The last few days with him were complete torture. For him and the family. It was like hell watching him go through all that he was because there was only so much we could do for him. Just a couple of weeks prior we were making progress. He was playing his horn, eating good, watching his favorite shows, having his morning soursop tea, giving us lectures and bossing us around lol. Everything was fine, so we thought. It was the last two weeks that we noticed a rapid decline in his health and overall well being that none of us saw coming. Ask any one of us and we'll tell you the same thing, "It all happened so fast." Literally, the state that my grandfather was in those last two weeks were absolutely the worst thing I've ever witnessed. He couldn't talk, wouldn't eat or drink anything, had no interest in playing his horn, and if he wasn't weeping from the pain he was in, he was asleep. We were lucky if we were able to catch a few seconds of him awake. When he was awake, he knew exactly who all of us were, could completely understand us when we spoke to him, but couldn't tell us what he wanted or needed. We felt helpless. The only communication that we had was his nods or him pointing to different area's of his body. The week of his passing his doctor let us know he had entered his final stage and his body was beginning to shut down. We didn't want to face it, but his doctor knew best.

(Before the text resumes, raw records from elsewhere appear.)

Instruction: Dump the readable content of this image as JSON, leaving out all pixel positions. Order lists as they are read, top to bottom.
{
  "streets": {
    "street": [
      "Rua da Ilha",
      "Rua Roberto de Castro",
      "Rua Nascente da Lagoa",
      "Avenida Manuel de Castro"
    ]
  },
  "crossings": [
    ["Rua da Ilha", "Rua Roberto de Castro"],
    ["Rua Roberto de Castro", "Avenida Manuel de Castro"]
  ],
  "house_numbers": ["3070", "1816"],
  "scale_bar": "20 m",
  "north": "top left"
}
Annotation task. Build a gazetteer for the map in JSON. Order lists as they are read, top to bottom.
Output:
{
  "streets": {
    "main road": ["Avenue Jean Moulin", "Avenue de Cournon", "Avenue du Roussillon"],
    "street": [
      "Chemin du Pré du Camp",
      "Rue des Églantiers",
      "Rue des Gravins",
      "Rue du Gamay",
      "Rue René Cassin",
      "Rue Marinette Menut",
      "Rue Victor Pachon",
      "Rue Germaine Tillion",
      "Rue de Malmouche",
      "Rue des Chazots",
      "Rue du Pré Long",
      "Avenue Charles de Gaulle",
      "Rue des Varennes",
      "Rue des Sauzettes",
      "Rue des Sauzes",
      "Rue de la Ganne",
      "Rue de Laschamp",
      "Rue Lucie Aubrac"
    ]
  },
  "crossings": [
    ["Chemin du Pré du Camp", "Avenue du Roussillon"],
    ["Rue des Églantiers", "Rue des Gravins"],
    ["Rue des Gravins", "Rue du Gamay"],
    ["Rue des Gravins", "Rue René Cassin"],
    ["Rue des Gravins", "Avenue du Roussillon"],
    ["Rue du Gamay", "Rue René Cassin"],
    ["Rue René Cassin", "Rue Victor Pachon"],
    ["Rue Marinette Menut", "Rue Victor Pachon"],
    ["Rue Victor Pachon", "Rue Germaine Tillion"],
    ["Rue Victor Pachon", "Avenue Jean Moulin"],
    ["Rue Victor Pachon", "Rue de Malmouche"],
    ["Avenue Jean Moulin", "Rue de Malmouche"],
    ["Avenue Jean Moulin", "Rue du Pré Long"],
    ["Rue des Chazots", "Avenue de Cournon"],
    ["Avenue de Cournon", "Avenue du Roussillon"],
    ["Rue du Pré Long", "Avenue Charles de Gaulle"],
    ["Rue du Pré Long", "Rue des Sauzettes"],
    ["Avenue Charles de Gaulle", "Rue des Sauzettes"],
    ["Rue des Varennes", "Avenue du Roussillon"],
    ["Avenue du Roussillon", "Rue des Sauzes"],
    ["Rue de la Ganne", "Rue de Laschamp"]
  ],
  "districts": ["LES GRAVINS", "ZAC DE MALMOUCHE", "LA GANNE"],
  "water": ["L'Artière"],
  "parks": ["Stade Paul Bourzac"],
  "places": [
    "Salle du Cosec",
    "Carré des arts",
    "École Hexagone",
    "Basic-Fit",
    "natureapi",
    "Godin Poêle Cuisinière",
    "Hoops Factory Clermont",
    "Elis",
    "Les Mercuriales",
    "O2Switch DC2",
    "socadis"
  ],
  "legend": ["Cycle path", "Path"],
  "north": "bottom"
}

Over the stretch of those two brutal weeks, we all took that time to sit a reminisce on the good times we go with this brilliant, caring, kind, stubborn old man we had the privilege of being related too. lol My mom recalled the times when he took her and her friends to the Los Angeles Clipper games, my uncle told us all about , my brother mentioned his Chicago trip with him and expressed how he wish he would've traveled with him more often, and I personally sat and flip through a few pages of my memories from the Piano lessons and some of his most amazing shows i got to see, down to what he loved even more than honkin' and jivin', Bible studies.
Big Jay was a dedicated Jehovah Witness. He was member of the Van Ness congregation in Los Angeles Ca. At the age of 13 he was baptized, accepting Christ as his lord and savior and allowed Jehovah to be the head of his life and foundation ever since. Because of that, he was able to live his life with the hope that one day he would live again. He looked forward to the Resurrection and spoke about being excited to see his wife (Jackie Day), brothers (Robert & Dillard McNeely), family, and a multitude of friends again one day. For as long as I can remember he would say to all of us "Now I don't know how much longer I'm going to be around," and that would scare us, but he always made sure to follow it up with a talk about the Resurrection. After hearing that for 20+ years, it definitely helped soften the blow when he passed away because stained in our brains was his hope for the Resurrection that we all hoped for too.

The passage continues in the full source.